Nasce, per i critici, il genere “trip hop”. Stilisticamente diverso dall’hip hop d’oltreoceano, è più complesso, le atmosfere più rilassate e i passaggi rap più soft

Nel 1994 esce il loro secondo album, Protection: le sonorità chillout rendono inafferrabile anche questo secondo lavoro. Si spazia dal rap all’R&B. Karmacoma è l’ultima collaborazione di Tricky al sound dei Massive Attack che inizia la sua carriera solista.

Mezzanine, del 1998, segna una svolta nella carriera della band. È il loro capolavoro: le atmosfere, forse a causa di una “tensione prima del millennio” come l’ha definita Tricky, si fanno molto più cupe.

Compaiono sempre di più le chitarre, il che costringerà la band ad ampliare i musicisti sul palco durante le esibizioni. Proprio questo cambio di sonorità spinge Andrew Vowles a lasciare il gruppo. Tra i pezzi più noti del disco c’è Teardrop, cantato da Elizabeth Fraser dei Cocteau Twins.

Nel 2003, i Massive Attack, sarebbe meglio dire Robert Del Naja, incidono un altro album 100th Window. Grant si prende una pausa per dedicarsi al figlio appena nato. L’album, come ha spiegato Robert, “è una metafora del cuore e delle emozioni, non serve a nulla schiacciare o rinchiudere un ricordo o una parte di te, avrai sempre la chiave per riaprirla”. Anche per questo lavoro si possono ascoltare le voci di illustri esponenti della musica internazionale: come Sinead O’Connor.

Dopo altri anni di silenzio, intervallati da lavori più o meno riusciti, come la partecipazione alla colonna sonora di Gomorra di Garrone e quella di Danny the Dog, esce il loro quinto e ultimo album, Heligoland

L’album del 2010, vista anche la distanza temporale dal precedente, fa sentire un’altra svolta musicale. Al senso di cupezza che aveva caratterizzato il precedente periodo, adesso si percepisce qualcosa di molto simile al vuoto e al decadimento.

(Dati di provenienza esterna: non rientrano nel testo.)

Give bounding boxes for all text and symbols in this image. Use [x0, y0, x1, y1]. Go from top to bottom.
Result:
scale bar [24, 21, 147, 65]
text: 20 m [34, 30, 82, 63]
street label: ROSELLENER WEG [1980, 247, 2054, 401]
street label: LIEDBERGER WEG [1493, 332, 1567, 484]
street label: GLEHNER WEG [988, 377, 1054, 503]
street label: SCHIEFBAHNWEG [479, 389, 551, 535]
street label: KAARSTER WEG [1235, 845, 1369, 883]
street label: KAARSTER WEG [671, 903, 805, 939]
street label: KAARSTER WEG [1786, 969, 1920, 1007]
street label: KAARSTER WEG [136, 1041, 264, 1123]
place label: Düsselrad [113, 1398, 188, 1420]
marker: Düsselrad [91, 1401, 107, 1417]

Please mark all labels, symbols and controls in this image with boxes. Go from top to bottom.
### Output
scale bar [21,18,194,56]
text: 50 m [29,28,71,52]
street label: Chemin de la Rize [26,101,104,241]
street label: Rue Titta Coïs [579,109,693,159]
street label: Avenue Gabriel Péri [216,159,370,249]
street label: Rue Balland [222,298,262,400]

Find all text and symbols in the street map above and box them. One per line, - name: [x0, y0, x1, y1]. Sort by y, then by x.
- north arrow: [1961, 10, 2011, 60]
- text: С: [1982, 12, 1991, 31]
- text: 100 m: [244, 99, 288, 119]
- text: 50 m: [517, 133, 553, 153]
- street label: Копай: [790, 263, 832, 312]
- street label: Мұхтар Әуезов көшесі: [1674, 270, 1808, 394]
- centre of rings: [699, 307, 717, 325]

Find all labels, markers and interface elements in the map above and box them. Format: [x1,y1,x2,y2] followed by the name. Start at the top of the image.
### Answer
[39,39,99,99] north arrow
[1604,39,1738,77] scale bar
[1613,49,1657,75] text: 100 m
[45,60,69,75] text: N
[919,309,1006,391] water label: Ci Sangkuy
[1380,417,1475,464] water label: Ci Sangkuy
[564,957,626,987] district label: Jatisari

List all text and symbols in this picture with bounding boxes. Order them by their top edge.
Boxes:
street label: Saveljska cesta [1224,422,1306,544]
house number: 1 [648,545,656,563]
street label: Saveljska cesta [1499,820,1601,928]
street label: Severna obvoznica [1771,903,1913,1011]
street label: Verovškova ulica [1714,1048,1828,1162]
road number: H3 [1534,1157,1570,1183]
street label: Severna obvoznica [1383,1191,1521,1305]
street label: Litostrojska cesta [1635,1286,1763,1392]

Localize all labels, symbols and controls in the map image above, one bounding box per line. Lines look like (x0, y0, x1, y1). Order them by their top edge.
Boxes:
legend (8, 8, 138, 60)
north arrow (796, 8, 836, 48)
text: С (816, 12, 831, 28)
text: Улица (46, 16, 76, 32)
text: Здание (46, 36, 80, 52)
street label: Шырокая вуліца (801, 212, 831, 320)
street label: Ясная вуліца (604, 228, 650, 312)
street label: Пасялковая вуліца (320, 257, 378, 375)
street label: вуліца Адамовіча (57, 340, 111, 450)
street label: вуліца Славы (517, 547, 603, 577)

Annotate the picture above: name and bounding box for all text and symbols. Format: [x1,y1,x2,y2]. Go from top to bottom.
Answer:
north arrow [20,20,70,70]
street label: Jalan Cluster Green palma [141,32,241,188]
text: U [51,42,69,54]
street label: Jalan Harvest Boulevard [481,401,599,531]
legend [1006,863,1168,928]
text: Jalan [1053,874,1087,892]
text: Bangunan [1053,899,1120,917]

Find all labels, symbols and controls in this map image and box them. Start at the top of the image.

Tra le voci scelte dal duo di Bristol per questo album ci sono Martina Topley-Bird, Hope Sandoval, Guy Garvey e Damon Albarn, il leader dei Blur.

L’anno scorso, i MA sono ritornati, con un EP, Ritual Spirit. E anche questa volta, accanto a pezzi riconoscibili ce ne sono altri originali. Come “Dead Editors”, diverso dai ritmi cui i Massive Attack ci avevano abituati. Ma in fondo l’hanno sempre messo in chiaro che le etichette non servono a niente.